The indirect consequences of angiogenesis are opening up whole new worlds as well. When the angiogenic process is turned on, the new blood vessels in effect tunnel their way through existing tissues to create a pathway. They do this by means of special enzymes called MMPs, Matrix Metalloproteases, that are secreted at the end of the new vessel. Using the same logic as that underlying angiogenic research itself, Dr. Marsha Cross at Boston Children’s Hospital has recently demonstrated that the production of enzymes precedes detectable tumor growth. She detected an angiogenic enzyme in the urine of women 3 to 4 years before the resultant tumors were detectable.
This suggests a potential one-two punch: first, detect the beginnings of the growth process by a (relatively) simple test for enzymes in the urine. Second, determine the actual angiogenic factors that stimulated the enzyme production. Third, treat the still undetectable tumor with endogenous angiogenic inhibitors targeted at the specific type of angiogenic factor(s) detected.
The potential is here for a complete revolution in the way we detect and treat cancers.

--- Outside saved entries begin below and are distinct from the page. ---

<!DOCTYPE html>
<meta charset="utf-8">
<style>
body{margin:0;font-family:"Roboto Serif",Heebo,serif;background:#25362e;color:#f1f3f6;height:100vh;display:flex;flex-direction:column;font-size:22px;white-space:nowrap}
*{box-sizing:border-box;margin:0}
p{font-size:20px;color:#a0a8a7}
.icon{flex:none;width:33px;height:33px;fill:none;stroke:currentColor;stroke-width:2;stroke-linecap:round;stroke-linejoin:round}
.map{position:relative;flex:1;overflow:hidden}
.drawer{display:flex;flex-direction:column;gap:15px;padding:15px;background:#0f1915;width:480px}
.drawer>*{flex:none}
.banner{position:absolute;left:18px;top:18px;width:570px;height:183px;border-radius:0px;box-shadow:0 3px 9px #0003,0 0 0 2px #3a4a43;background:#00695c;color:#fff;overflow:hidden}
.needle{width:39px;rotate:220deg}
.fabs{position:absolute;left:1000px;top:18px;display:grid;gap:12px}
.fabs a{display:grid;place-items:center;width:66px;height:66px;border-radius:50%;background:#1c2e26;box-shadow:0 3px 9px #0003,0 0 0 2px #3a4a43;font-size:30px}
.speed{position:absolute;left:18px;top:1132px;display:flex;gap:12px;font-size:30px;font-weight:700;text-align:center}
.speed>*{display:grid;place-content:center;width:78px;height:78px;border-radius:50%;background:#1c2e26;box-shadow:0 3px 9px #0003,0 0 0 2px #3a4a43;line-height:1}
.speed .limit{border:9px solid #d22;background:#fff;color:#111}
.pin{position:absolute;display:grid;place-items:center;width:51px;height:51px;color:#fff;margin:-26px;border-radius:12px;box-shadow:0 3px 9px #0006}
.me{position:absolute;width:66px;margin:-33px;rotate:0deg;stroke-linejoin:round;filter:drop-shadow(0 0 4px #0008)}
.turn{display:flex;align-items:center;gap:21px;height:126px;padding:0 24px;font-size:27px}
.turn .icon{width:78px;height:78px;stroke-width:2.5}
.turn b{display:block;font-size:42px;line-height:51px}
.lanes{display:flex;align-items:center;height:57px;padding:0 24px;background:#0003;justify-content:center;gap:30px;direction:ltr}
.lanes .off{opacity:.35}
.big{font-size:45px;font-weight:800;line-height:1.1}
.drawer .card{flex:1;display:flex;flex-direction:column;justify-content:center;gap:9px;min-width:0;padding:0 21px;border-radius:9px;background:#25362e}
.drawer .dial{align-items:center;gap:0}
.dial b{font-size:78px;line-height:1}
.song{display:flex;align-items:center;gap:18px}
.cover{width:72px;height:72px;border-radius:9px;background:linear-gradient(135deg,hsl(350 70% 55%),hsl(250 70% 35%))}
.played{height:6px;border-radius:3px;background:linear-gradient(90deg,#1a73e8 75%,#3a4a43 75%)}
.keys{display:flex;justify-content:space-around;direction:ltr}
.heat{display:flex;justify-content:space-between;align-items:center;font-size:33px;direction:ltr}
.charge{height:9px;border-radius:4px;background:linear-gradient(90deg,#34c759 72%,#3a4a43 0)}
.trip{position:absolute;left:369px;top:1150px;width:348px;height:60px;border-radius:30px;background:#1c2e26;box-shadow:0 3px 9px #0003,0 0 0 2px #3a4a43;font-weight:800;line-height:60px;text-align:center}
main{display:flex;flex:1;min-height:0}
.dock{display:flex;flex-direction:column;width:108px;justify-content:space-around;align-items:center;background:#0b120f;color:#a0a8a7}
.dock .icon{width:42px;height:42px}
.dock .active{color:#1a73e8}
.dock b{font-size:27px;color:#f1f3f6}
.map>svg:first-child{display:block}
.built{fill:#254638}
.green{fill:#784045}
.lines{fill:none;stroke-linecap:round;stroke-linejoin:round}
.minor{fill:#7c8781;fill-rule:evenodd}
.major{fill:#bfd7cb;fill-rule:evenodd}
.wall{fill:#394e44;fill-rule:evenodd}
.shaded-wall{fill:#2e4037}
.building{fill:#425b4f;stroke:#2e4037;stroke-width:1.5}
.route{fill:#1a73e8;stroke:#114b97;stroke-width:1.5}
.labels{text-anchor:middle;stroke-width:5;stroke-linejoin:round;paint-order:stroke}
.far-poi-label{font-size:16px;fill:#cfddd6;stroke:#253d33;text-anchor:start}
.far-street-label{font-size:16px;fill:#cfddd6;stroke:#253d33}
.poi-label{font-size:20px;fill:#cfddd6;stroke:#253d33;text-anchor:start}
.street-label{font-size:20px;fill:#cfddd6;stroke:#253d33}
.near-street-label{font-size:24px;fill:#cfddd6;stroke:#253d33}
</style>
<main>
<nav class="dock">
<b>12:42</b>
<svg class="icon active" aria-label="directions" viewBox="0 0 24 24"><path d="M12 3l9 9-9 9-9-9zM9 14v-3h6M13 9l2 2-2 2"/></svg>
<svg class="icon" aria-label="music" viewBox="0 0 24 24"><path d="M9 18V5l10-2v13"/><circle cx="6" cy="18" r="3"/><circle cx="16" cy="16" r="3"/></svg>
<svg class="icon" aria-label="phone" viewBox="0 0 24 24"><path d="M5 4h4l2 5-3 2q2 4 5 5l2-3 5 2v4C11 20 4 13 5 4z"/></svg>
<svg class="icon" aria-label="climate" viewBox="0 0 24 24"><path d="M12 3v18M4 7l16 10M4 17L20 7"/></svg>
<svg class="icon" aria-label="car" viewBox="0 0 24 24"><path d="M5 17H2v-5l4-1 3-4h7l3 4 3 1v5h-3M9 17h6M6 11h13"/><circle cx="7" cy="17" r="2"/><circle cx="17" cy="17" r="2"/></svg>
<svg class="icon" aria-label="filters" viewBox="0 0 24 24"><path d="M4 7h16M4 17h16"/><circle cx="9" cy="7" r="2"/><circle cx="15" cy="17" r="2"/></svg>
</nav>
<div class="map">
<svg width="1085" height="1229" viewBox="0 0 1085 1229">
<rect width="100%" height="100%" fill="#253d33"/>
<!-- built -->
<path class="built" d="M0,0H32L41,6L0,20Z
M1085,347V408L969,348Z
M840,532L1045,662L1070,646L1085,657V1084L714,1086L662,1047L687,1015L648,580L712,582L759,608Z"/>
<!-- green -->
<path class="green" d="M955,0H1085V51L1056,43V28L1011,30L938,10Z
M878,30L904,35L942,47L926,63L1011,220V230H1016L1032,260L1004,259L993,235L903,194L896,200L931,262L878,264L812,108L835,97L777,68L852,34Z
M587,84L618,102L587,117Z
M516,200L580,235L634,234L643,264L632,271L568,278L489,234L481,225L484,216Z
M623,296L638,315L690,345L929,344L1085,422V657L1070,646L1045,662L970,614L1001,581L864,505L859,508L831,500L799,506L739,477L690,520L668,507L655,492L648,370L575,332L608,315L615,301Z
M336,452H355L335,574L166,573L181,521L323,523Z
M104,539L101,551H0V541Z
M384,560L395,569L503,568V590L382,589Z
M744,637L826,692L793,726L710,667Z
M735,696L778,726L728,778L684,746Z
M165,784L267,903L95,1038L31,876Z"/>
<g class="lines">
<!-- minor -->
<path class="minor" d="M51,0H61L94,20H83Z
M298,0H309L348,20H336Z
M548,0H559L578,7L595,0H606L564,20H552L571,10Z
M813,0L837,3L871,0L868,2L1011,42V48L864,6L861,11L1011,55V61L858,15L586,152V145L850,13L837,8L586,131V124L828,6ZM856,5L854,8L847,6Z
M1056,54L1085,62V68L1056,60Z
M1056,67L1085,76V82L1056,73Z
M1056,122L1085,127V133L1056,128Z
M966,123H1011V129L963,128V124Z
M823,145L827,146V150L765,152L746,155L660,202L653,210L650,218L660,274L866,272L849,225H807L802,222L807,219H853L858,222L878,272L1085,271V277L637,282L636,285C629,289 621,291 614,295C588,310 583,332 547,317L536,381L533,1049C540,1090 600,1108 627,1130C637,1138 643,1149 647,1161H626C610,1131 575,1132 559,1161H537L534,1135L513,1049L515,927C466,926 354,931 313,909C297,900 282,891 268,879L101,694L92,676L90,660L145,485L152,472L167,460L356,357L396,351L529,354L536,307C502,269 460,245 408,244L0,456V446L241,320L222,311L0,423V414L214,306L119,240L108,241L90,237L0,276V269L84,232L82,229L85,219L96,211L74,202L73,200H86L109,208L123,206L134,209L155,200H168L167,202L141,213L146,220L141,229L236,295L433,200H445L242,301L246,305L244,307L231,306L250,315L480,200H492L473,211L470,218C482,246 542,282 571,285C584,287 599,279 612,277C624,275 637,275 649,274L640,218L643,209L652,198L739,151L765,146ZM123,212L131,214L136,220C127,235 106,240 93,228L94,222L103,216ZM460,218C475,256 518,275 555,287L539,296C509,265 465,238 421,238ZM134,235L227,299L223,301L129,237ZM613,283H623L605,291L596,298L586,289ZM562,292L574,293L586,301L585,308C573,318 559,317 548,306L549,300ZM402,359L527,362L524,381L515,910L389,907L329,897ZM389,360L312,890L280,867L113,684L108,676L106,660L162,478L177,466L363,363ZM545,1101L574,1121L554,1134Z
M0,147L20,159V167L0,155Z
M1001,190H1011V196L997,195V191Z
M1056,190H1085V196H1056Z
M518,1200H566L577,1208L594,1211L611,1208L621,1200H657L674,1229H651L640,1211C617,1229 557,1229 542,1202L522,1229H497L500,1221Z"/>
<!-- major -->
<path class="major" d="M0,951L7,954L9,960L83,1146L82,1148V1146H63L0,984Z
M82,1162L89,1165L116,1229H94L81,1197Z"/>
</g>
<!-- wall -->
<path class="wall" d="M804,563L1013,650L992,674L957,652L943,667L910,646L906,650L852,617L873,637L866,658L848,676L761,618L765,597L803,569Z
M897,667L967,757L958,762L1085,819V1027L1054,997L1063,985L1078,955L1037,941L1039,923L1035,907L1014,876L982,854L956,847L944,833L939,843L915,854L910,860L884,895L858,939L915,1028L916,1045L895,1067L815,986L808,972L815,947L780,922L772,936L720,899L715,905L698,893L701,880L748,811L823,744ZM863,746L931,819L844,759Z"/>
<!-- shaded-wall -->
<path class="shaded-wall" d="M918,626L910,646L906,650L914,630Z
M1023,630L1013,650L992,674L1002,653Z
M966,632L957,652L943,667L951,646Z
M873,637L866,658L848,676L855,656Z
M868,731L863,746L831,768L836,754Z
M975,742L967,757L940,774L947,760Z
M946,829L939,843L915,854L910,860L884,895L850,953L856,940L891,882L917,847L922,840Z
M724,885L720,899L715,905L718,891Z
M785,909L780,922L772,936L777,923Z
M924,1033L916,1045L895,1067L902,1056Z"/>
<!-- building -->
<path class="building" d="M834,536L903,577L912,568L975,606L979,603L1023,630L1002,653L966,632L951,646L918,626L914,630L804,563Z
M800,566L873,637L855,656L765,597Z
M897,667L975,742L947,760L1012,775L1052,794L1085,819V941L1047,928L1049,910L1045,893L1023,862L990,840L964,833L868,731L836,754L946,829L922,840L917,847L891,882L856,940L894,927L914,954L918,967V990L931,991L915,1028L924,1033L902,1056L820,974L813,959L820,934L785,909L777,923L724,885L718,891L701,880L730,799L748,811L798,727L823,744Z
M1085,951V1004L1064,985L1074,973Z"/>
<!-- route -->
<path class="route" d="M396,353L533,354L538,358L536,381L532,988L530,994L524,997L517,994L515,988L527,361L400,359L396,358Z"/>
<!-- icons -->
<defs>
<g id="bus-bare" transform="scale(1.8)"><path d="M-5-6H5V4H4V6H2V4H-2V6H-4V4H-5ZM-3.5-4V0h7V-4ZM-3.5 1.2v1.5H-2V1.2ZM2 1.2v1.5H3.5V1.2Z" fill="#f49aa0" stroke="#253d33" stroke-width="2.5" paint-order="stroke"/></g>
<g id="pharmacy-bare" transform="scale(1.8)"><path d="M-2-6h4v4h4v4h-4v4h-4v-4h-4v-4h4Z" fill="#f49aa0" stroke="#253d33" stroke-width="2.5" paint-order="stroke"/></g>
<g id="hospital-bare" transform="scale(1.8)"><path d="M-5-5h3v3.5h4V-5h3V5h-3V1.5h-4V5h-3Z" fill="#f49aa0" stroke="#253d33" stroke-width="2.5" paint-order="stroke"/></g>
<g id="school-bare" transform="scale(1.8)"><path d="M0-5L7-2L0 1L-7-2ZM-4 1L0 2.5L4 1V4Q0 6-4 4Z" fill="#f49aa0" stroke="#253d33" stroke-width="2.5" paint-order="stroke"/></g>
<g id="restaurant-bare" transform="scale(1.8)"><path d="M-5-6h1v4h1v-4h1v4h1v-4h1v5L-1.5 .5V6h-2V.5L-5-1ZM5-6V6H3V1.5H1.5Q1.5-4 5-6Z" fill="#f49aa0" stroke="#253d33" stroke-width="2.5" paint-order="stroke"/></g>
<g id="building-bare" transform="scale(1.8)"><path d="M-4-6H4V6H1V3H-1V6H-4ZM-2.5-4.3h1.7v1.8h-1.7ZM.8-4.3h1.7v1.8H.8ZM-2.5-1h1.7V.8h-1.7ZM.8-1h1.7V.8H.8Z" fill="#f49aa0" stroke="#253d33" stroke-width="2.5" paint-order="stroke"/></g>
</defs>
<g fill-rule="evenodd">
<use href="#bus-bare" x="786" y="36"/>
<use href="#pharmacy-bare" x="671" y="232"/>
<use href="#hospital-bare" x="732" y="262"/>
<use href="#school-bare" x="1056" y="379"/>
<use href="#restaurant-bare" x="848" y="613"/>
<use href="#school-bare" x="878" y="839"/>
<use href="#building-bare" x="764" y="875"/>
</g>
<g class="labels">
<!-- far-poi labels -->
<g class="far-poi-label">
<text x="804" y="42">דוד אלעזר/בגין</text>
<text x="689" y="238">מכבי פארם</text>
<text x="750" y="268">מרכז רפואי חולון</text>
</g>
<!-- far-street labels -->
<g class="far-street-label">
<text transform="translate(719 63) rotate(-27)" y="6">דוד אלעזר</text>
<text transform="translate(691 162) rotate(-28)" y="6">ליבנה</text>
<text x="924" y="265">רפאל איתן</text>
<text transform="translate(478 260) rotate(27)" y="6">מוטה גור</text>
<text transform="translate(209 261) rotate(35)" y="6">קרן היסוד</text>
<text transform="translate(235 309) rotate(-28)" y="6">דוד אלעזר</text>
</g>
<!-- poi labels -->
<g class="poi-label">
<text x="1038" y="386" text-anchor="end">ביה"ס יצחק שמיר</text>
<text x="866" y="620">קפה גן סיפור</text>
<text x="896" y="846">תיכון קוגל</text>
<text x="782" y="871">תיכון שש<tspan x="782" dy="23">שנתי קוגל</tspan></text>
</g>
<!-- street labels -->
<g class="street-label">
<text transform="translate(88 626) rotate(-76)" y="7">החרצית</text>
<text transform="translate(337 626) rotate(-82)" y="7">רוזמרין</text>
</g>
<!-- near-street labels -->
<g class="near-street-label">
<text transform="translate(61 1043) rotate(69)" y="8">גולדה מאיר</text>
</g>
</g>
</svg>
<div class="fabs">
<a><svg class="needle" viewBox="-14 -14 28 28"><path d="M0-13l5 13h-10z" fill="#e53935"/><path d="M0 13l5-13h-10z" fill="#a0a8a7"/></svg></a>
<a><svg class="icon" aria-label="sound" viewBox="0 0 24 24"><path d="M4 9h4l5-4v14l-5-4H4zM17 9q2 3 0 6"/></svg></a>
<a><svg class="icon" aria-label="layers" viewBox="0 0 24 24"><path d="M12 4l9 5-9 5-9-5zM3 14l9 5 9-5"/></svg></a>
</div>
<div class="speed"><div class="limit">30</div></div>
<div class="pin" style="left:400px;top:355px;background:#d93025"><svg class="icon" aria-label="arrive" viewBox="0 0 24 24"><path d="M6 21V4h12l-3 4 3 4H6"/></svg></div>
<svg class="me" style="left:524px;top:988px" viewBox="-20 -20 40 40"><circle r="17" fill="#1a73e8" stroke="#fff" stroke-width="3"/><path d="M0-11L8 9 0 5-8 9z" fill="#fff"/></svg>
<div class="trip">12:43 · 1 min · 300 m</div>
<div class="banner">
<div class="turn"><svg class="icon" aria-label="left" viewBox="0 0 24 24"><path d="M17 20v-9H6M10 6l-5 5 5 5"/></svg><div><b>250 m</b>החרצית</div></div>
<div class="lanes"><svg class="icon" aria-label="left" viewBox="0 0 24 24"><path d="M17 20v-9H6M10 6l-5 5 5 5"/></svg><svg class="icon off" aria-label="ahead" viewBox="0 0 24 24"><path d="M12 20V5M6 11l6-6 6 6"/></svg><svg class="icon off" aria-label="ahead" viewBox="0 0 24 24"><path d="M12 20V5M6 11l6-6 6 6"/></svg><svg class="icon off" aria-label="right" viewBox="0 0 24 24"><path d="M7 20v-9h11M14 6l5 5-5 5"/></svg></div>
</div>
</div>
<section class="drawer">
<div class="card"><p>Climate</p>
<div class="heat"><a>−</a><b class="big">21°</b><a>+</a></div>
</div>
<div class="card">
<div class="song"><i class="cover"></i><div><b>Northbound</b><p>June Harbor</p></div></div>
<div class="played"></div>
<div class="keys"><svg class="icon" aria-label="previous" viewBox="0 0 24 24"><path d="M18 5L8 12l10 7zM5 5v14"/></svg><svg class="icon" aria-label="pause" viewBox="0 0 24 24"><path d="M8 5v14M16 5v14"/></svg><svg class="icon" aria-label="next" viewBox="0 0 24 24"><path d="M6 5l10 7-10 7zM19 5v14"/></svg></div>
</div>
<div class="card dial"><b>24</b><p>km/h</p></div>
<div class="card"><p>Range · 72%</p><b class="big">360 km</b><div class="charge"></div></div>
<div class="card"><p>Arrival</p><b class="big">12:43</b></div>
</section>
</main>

I told you it was exciting.
And there is still more.
There are 62 other diseases that have been identified as involving out-of-control angiogenesis. For instance, the age-related macular degeneration that leads to blindness includes the production of new blood vessels under the macula within the eye. In rheumatoid arthritis, dense masses of blood vessels are essential to the the destruction of the joint tissues. Endometriosis, where endometrial cells back up into a woman’s abdomen and grow there, is obviously dependent upon providing a blood supply to the mislocated cells. The list goes on and on, from the familiar to such gems as pulmonary hemangiomatosis and angioblastoma. But rare or common, they are all angiogenic dependent and hence subject to angiogenic inhibition.
These discoveries, too, go on and on, involving more and more conditions and more and more angiogenic factors. The story of the revival of that much-maligned drug, Thalidomide, as an angiogenic inhibitor alone is worth a lengthy article. So is the fact that Down’s Syndrome children do not get cancers because they have a extra gene that makes an abnormal amount of endostatin, one of those endogenous inhibitors. Then, too, the discovery that the plaque buildup that plugs arteries is full of little capillaries and that angiogenesis inhibitors reduce the amount of plaque has a lot of vascular investigators climbing on the angiogenesis bandwagon.
There is no natural stopping point to this story, so I’ll just have to end it here. But I’d like to emphasize that all of this is directly due to one man’s brilliance and uncommon stubbornness in pursuing a single insight. I don’t know if Judah Folkman has yet made it to the short list for the Nobel Prize in Medicine, but he’s already got one civilian’s vote.